EXERCISE REQUIREMENTS | Each entry should be given again exactly, with any image left out.

Dataset items:
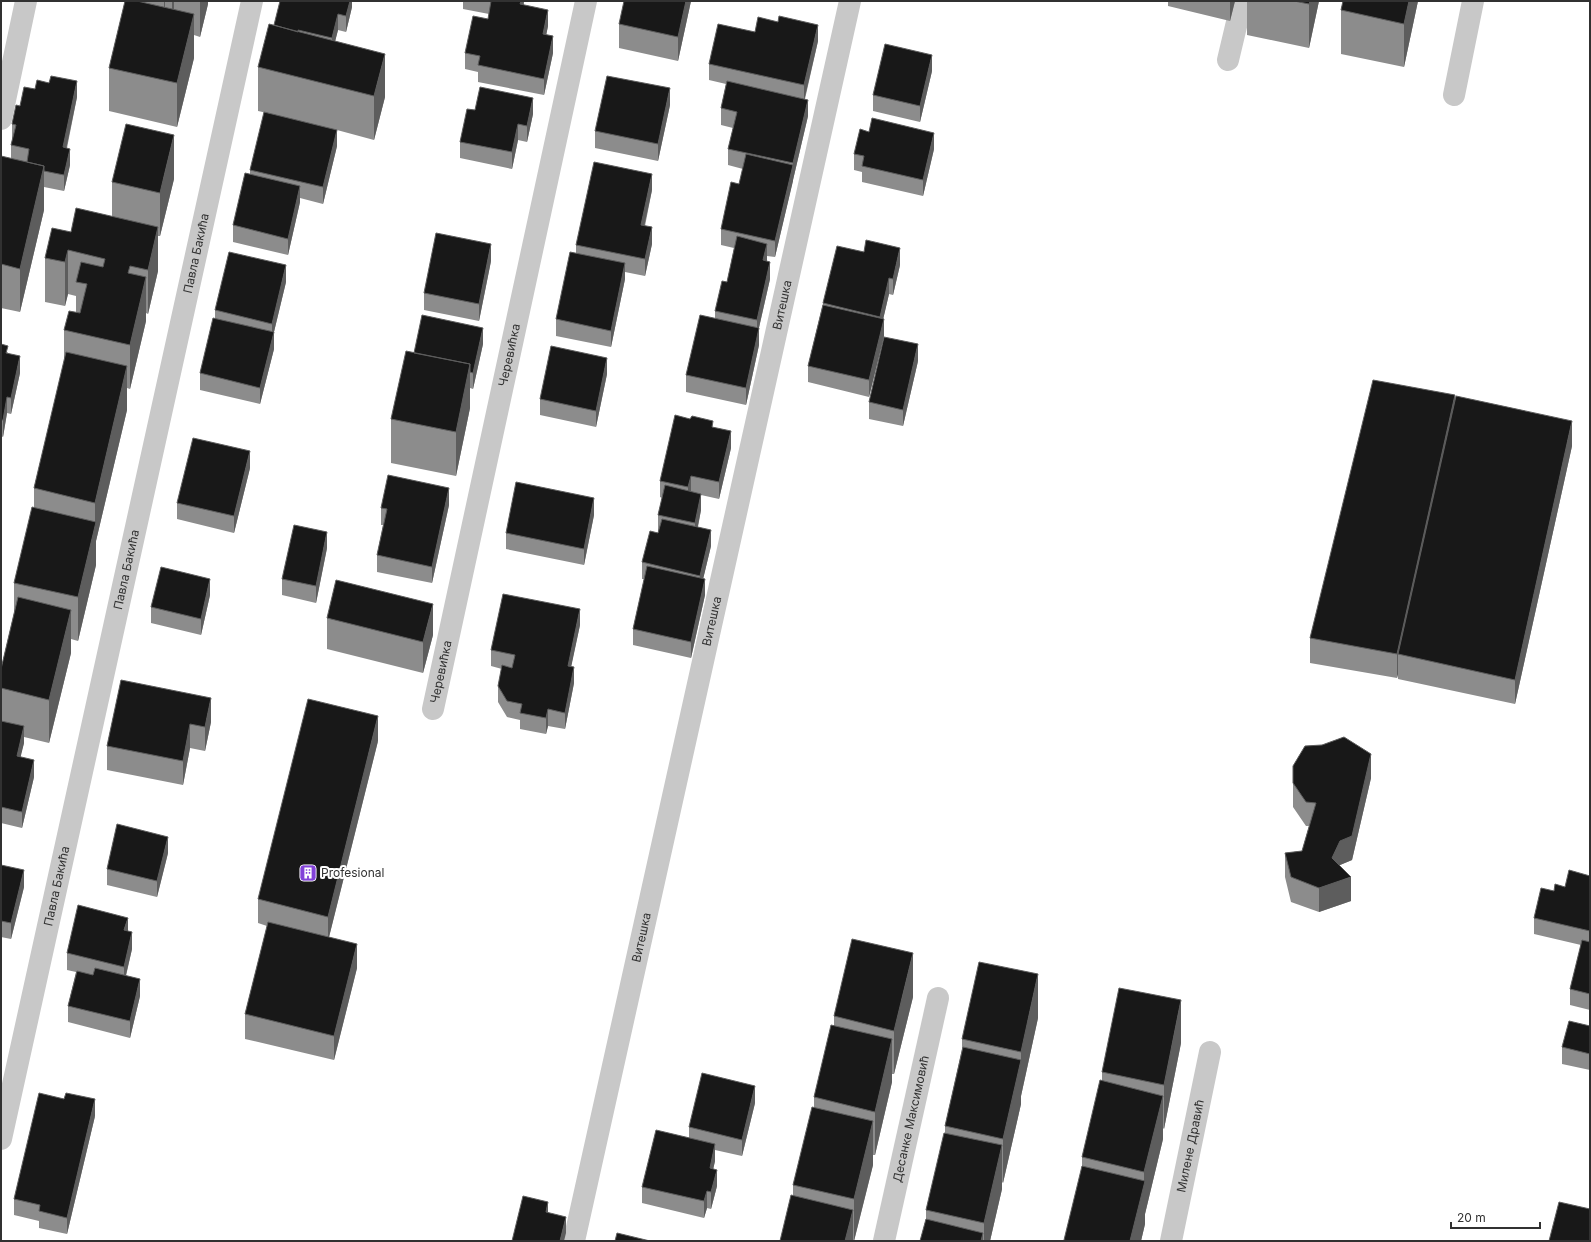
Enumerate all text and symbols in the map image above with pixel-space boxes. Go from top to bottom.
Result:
street label: Павла Бакића [180,212,212,295]
street label: Витешка [769,279,795,331]
street label: Черевићка [495,322,523,388]
street label: Павла Бакића [110,528,142,611]
street label: Витешка [699,595,724,647]
street label: Черевићка [426,639,455,705]
street label: Павла Бакића [40,845,72,927]
building icon: Profesional [298,863,318,883]
place label: Profesional [321,865,384,880]
street label: Витешка [628,911,654,964]
street label: Десанке Максимовић [889,1054,932,1184]
street label: Милене Дравић [1173,1098,1207,1194]
scale bar [1451,1204,1540,1230]
text: 20 m [1457,1210,1486,1225]

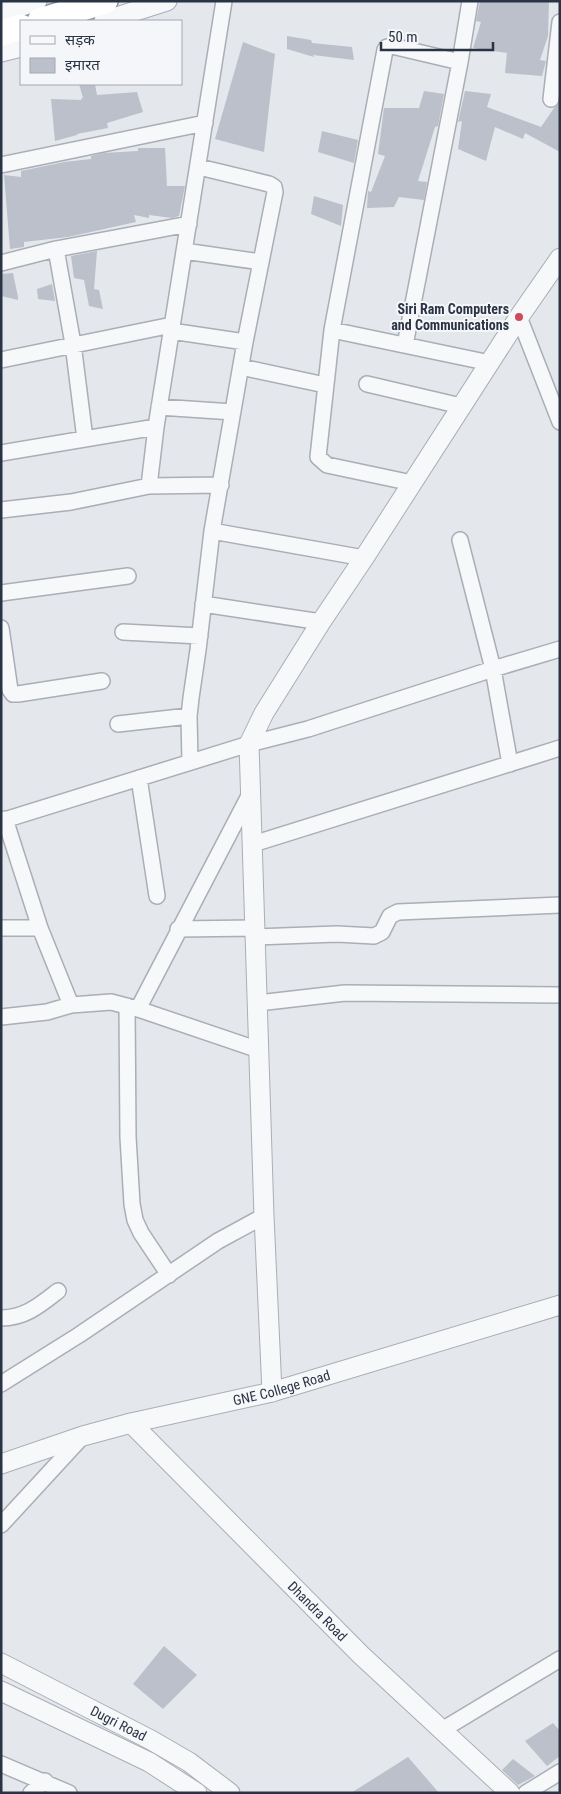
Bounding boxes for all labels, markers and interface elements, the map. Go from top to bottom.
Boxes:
legend [20,20,182,85]
scale bar [381,20,494,52]
text: 50 m [388,28,418,46]
text: सड़क [65,31,95,49]
text: इमारत [65,56,100,74]
place label: Siri Ram Computers and Communications [391,301,509,333]
marker: Siri Ram Computers and Communications [513,311,525,323]
street label: GNE College Road [231,1367,332,1408]
street label: Dhandra Road [285,1578,350,1644]
street label: Dugri Road [88,1702,149,1744]

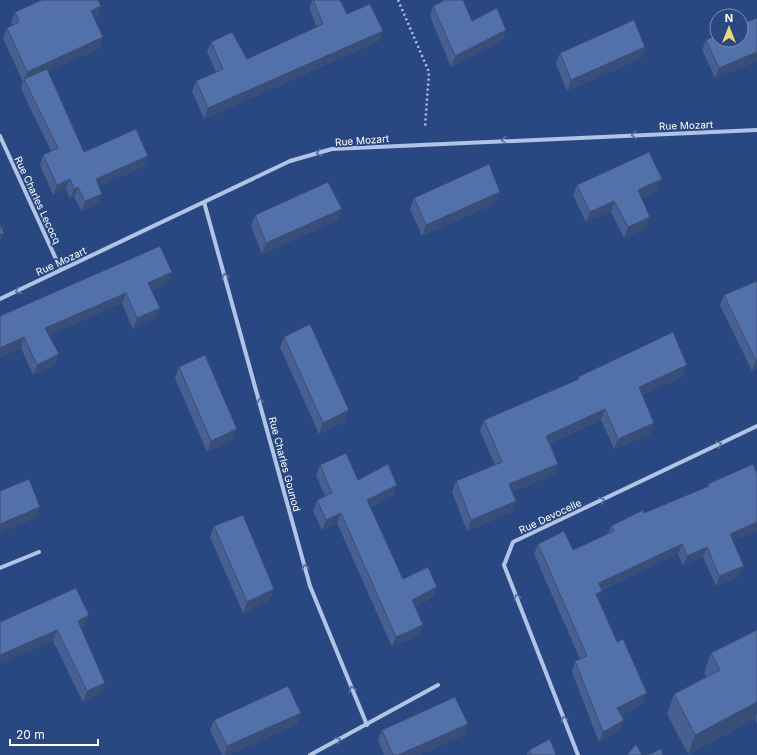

REPLY |
Enumerate all text and symbols in the map image above with pixel-space boxes. Go from top to bottom.
Result:
street label: Павла Бакића [180,212,212,295]
street label: Витешка [769,279,795,331]
street label: Черевићка [495,322,523,388]
street label: Павла Бакића [110,528,142,611]
street label: Витешка [699,595,724,647]
street label: Черевићка [426,639,455,705]
street label: Павла Бакића [40,845,72,927]
building icon: Profesional [298,863,318,883]
place label: Profesional [321,865,384,880]
street label: Витешка [628,911,654,964]
street label: Десанке Максимовић [889,1054,932,1184]
street label: Милене Дравић [1173,1098,1207,1194]
scale bar [1451,1204,1540,1230]
text: 20 m [1457,1210,1486,1225]

Bounding boxes for all labels, markers and interface elements, the map. Go from top to bottom.
Boxes:
legend [20,20,182,85]
scale bar [381,20,494,52]
text: 50 m [388,28,418,46]
text: सड़क [65,31,95,49]
text: इमारत [65,56,100,74]
place label: Siri Ram Computers and Communications [391,301,509,333]
marker: Siri Ram Computers and Communications [513,311,525,323]
street label: GNE College Road [231,1367,332,1408]
street label: Dhandra Road [285,1578,350,1644]
street label: Dugri Road [88,1702,149,1744]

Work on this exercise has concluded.